Елень поклонилась в темноту. Сердце рвала жесткая струнка боли. она уговаривала себя, что с капитаном все в порядке, просто он не может приехать. Может он задержался, потому что…
И тут, прервав ее размышления, заскрипели ворота, во двор ступил мужчина, и Елень опешила. Обычная одежда дворянина, а не униформа стражника. Темный цвет одеяния напугал, и женщина шагнула назад. А мужчина сделал еще несколько шагов, выходя из-под тени навеса, поднял на Елень глаза и улыбнулся. Сердце сжалось и опрокинулось куда-то в ноги, Елень сорвалась с места и бросилась вошедшему на шею.
Соджун опустил повод и обнял любимую, которая крепко обнимала его за черную от загара шею. Она едва не плакала, ее горячее дыхание обжигало ухо, и по коже мужчины рассыпа́лись мелким бисером мурашки. Капитан, опустив голову, вдыхал такой привычный, такой успокаивающий запах. Наконец-то, этот кошмарный день теперь позади. Сейчас, стоя перед ней в чужой одежде, он чувствовал себя живым и нужным.
— Чья это одежда? Ты не ранен? Что произошло? Я едва не сошла с ума! Соджун! — быстро говорила женщина, заглядывая ему в глаза.
Он смотрел, смотрел, а потом наклонился и поцеловал. И с каждым новым поцелуем чувствовал себя любимым. У нее совсем замерзли щеки, а это значило, что она все время ждала его, встречая здесь во дворе. Боялась за него так же, как он боится за нее.
— Я люблю тебя, Елень. Жизнь отдам, если будет нужно, — едва слышно проговорил он, прижимая тонкий стан к себе.
— О, Соджун! — только и сказала она.
Одежда принадлежала Син Мёну, которого тяжело ранил стражник, стоящий подле трона его величества короля Седжо. Это был тот самый верный стражник, кандидатуру которого утвердил новый король. Вот только о заговоре стало известно за несколько часов до приезда послов: проболтался один из соучастников. Вернее, его заставили выдать и имена участников, и имя предводителя. Услышав имя главаря мятежников, Син Мён опешил и именно в этот момент пропустил удар, но, истекая кровью на руках капитана, улыбался.
— Значит, Сынъю жив! Слышишь, Соджун?

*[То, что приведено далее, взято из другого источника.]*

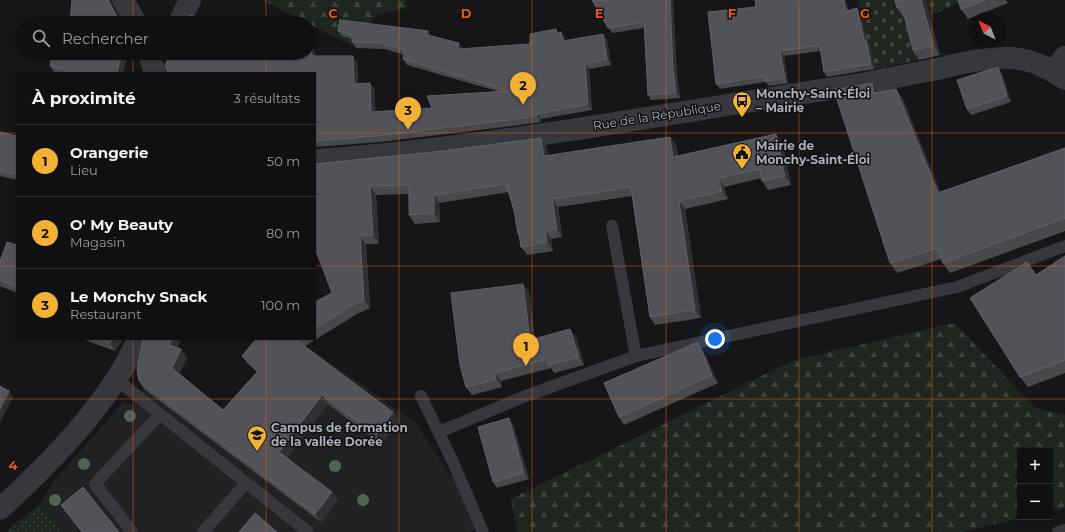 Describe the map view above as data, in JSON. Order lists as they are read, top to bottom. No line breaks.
{"streets":{"street":["Rue de la République"]},"places":{"bus stop":["Monchy-Saint-Éloi – Mairie"],"public building":["Mairie de Monchy-Saint-Éloi"],"school or university":["Campus de formation de la vallée Dorée"]},"north":"top left","page":{"search":"Rechercher","pins":["2","3","1"],"heading":["À proximité","3 résultats"],"list":[{"mark":"1","name":"Orangerie","note":"Lieu","value":"50 m"},{"mark":"2","name":"O' My Beauty","note":"Magasin","value":"80 m"},{"mark":"3","name":"Le Monchy Snack","note":"Restaurant","value":"100 m"}],"map_buttons":["+","−"]},"grid":{"columns":["C","D","E","F","G"],"rows":["4"]}} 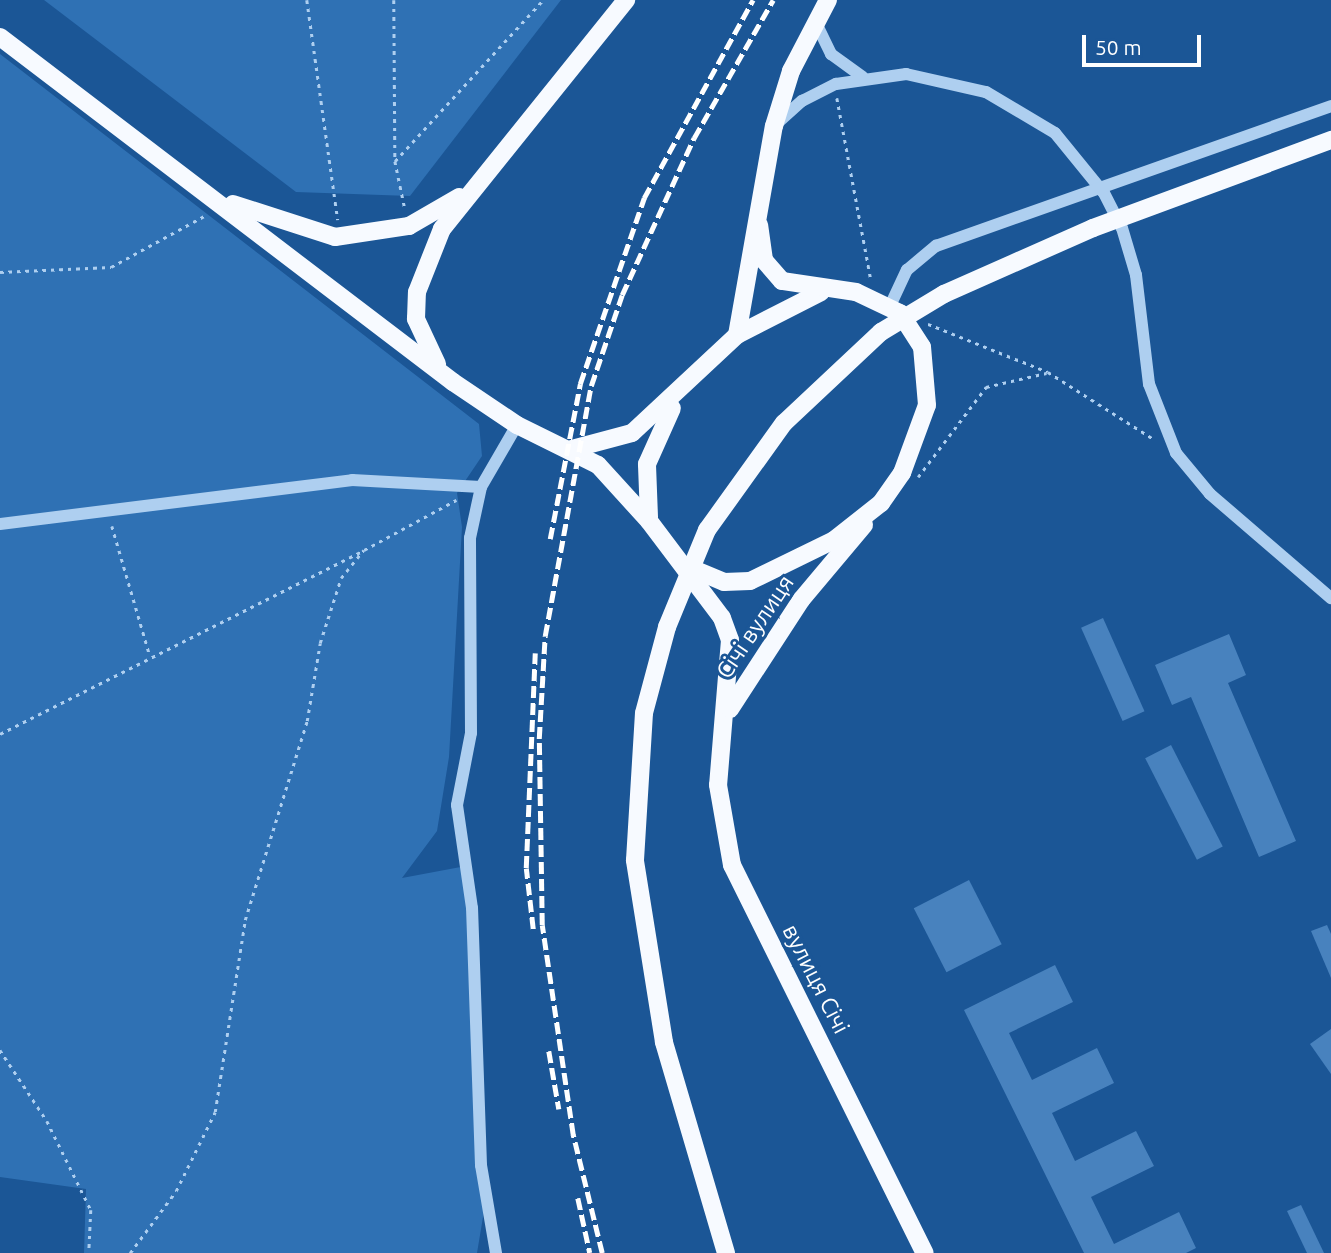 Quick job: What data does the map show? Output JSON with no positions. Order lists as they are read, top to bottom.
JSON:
{
  "streets": {
    "main road": ["Січі вулиця", "вулиця Січі"]
  },
  "crossings": [
    ["Січі вулиця", "вулиця Січі"]
  ],
  "scale_bar": "50 m"
}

Мой друг Сынъю жив!
Капитан слышал, но сейчас его больше волновала кровопотеря начальника, поэтому он зажимал рану рукой, однако из-под пальцев сильно сочилось.
Всех заговорщиков, включая принца Гымсона и Чжон Чжона, супруга принцессы, арестовали и прогнали в тюрьму, что находилась у западных ворот города. Только Соджун этого не видел. Он не отходил от Син Мёна, возле которого хлопотал доктор Хван. К ночи Мён впал в беспамятство, и лекарь сказал, что шансы на то, что начальник стражи выживет, невелики. Капитан смотрел на Син Мёна и думал, что, если тому действительно не суждено выжить, он умрет счастливым, зная, что друг, которого предал, жив. Родственники проводили капитана, и Соджун, облаченный в одежду начальника, отправился домой.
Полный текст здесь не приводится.